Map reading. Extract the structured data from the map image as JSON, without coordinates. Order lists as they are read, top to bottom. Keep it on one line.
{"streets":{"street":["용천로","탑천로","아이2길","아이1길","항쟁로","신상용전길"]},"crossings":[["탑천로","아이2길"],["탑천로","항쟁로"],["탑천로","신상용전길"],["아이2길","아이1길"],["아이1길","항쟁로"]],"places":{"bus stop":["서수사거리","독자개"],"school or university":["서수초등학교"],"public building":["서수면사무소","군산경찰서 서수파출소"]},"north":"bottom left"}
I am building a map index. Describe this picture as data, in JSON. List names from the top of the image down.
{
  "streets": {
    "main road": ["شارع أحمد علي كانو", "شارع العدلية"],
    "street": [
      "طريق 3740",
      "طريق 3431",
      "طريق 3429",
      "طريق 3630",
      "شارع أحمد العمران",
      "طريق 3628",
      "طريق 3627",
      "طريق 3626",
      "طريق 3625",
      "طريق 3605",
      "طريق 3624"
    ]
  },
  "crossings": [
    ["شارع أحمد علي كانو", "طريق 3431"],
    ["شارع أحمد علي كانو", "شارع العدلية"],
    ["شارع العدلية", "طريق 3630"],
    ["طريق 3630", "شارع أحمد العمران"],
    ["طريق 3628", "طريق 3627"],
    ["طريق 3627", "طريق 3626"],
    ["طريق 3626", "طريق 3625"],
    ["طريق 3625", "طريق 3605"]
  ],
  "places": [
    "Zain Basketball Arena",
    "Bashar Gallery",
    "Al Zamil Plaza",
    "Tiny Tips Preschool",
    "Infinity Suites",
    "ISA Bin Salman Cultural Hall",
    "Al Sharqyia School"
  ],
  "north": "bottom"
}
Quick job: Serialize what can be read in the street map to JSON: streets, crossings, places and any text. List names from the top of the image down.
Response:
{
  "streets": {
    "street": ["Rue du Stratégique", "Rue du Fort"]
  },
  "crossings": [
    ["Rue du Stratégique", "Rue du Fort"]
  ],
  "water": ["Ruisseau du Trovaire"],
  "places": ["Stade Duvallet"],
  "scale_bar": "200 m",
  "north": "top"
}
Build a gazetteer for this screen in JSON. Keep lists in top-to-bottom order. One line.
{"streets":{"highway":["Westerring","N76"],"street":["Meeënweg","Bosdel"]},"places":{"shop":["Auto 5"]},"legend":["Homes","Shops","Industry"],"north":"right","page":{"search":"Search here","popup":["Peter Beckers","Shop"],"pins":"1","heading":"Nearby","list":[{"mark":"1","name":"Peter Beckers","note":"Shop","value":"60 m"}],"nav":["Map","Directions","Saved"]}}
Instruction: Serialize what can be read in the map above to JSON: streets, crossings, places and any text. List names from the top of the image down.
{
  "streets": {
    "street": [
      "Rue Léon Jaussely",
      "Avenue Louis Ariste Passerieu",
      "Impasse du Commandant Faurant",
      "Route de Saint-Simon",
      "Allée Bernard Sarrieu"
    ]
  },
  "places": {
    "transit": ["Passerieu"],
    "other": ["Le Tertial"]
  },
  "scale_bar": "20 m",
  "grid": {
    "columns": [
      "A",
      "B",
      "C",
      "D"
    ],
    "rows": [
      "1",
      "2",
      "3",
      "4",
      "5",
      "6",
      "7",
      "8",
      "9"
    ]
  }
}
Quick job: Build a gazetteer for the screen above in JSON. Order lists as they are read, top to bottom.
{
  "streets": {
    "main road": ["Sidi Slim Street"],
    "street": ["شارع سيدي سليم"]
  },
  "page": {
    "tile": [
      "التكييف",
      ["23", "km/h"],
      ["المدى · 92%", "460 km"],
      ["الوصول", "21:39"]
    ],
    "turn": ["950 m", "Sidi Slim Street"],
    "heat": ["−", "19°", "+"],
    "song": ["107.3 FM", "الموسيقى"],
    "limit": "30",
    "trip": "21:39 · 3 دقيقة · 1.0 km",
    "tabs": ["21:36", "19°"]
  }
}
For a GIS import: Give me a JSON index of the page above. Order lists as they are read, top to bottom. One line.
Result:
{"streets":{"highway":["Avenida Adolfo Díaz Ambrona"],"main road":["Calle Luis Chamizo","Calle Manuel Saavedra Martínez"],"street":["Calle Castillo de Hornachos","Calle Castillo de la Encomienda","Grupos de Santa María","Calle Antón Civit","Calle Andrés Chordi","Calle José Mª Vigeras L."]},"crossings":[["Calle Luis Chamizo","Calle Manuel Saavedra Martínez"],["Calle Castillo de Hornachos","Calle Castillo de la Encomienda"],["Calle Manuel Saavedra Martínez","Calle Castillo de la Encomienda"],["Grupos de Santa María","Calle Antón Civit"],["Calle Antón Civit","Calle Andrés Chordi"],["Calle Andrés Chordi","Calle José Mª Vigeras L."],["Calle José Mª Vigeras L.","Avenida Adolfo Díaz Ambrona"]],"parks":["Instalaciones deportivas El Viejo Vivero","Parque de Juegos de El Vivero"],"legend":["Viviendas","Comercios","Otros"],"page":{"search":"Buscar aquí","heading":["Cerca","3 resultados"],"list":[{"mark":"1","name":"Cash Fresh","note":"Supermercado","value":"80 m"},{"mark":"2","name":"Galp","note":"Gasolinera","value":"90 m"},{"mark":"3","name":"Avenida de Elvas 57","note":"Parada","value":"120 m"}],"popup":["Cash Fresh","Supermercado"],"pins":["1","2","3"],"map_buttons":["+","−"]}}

━━━━━━━━

TRY IT => All records above need to be set down again exactly as written.

ANSWER TO THE PROBLEM =>
Map reading. Extract the structured data from the map image as JSON, without coordinates. Order lists as they are read, top to bottom. Keep it on one line.
{"streets":{"street":["용천로","탑천로","아이2길","아이1길","항쟁로","신상용전길"]},"crossings":[["탑천로","아이2길"],["탑천로","항쟁로"],["탑천로","신상용전길"],["아이2길","아이1길"],["아이1길","항쟁로"]],"places":{"bus stop":["서수사거리","독자개"],"school or university":["서수초등학교"],"public building":["서수면사무소","군산경찰서 서수파출소"]},"north":"bottom left"}
I am building a map index. Describe this picture as data, in JSON. List names from the top of the image down.
{
  "streets": {
    "main road": ["شارع أحمد علي كانو", "شارع العدلية"],
    "street": [
      "طريق 3740",
      "طريق 3431",
      "طريق 3429",
      "طريق 3630",
      "شارع أحمد العمران",
      "طريق 3628",
      "طريق 3627",
      "طريق 3626",
      "طريق 3625",
      "طريق 3605",
      "طريق 3624"
    ]
  },
  "crossings": [
    ["شارع أحمد علي كانو", "طريق 3431"],
    ["شارع أحمد علي كانو", "شارع العدلية"],
    ["شارع العدلية", "طريق 3630"],
    ["طريق 3630", "شارع أحمد العمران"],
    ["طريق 3628", "طريق 3627"],
    ["طريق 3627", "طريق 3626"],
    ["طريق 3626", "طريق 3625"],
    ["طريق 3625", "طريق 3605"]
  ],
  "places": [
    "Zain Basketball Arena",
    "Bashar Gallery",
    "Al Zamil Plaza",
    "Tiny Tips Preschool",
    "Infinity Suites",
    "ISA Bin Salman Cultural Hall",
    "Al Sharqyia School"
  ],
  "north": "bottom"
}
Quick job: Serialize what can be read in the street map to JSON: streets, crossings, places and any text. List names from the top of the image down.
Response:
{
  "streets": {
    "street": ["Rue du Stratégique", "Rue du Fort"]
  },
  "crossings": [
    ["Rue du Stratégique", "Rue du Fort"]
  ],
  "water": ["Ruisseau du Trovaire"],
  "places": ["Stade Duvallet"],
  "scale_bar": "200 m",
  "north": "top"
}
Build a gazetteer for this screen in JSON. Keep lists in top-to-bottom order. One line.
{"streets":{"highway":["Westerring","N76"],"street":["Meeënweg","Bosdel"]},"places":{"shop":["Auto 5"]},"legend":["Homes","Shops","Industry"],"north":"right","page":{"search":"Search here","popup":["Peter Beckers","Shop"],"pins":"1","heading":"Nearby","list":[{"mark":"1","name":"Peter Beckers","note":"Shop","value":"60 m"}],"nav":["Map","Directions","Saved"]}}
Instruction: Serialize what can be read in the map above to JSON: streets, crossings, places and any text. List names from the top of the image down.
{
  "streets": {
    "street": [
      "Rue Léon Jaussely",
      "Avenue Louis Ariste Passerieu",
      "Impasse du Commandant Faurant",
      "Route de Saint-Simon",
      "Allée Bernard Sarrieu"
    ]
  },
  "places": {
    "transit": ["Passerieu"],
    "other": ["Le Tertial"]
  },
  "scale_bar": "20 m",
  "grid": {
    "columns": [
      "A",
      "B",
      "C",
      "D"
    ],
    "rows": [
      "1",
      "2",
      "3",
      "4",
      "5",
      "6",
      "7",
      "8",
      "9"
    ]
  }
}
Quick job: Build a gazetteer for the screen above in JSON. Order lists as they are read, top to bottom.
{
  "streets": {
    "main road": ["Sidi Slim Street"],
    "street": ["شارع سيدي سليم"]
  },
  "page": {
    "tile": [
      "التكييف",
      ["23", "km/h"],
      ["المدى · 92%", "460 km"],
      ["الوصول", "21:39"]
    ],
    "turn": ["950 m", "Sidi Slim Street"],
    "heat": ["−", "19°", "+"],
    "song": ["107.3 FM", "الموسيقى"],
    "limit": "30",
    "trip": "21:39 · 3 دقيقة · 1.0 km",
    "tabs": ["21:36", "19°"]
  }
}
For a GIS import: Give me a JSON index of the page above. Order lists as they are read, top to bottom. One line.
Result:
{"streets":{"highway":["Avenida Adolfo Díaz Ambrona"],"main road":["Calle Luis Chamizo","Calle Manuel Saavedra Martínez"],"street":["Calle Castillo de Hornachos","Calle Castillo de la Encomienda","Grupos de Santa María","Calle Antón Civit","Calle Andrés Chordi","Calle José Mª Vigeras L."]},"crossings":[["Calle Luis Chamizo","Calle Manuel Saavedra Martínez"],["Calle Castillo de Hornachos","Calle Castillo de la Encomienda"],["Calle Manuel Saavedra Martínez","Calle Castillo de la Encomienda"],["Grupos de Santa María","Calle Antón Civit"],["Calle Antón Civit","Calle Andrés Chordi"],["Calle Andrés Chordi","Calle José Mª Vigeras L."],["Calle José Mª Vigeras L.","Avenida Adolfo Díaz Ambrona"]],"parks":["Instalaciones deportivas El Viejo Vivero","Parque de Juegos de El Vivero"],"legend":["Viviendas","Comercios","Otros"],"page":{"search":"Buscar aquí","heading":["Cerca","3 resultados"],"list":[{"mark":"1","name":"Cash Fresh","note":"Supermercado","value":"80 m"},{"mark":"2","name":"Galp","note":"Gasolinera","value":"90 m"},{"mark":"3","name":"Avenida de Elvas 57","note":"Parada","value":"120 m"}],"popup":["Cash Fresh","Supermercado"],"pins":["1","2","3"],"map_buttons":["+","−"]}}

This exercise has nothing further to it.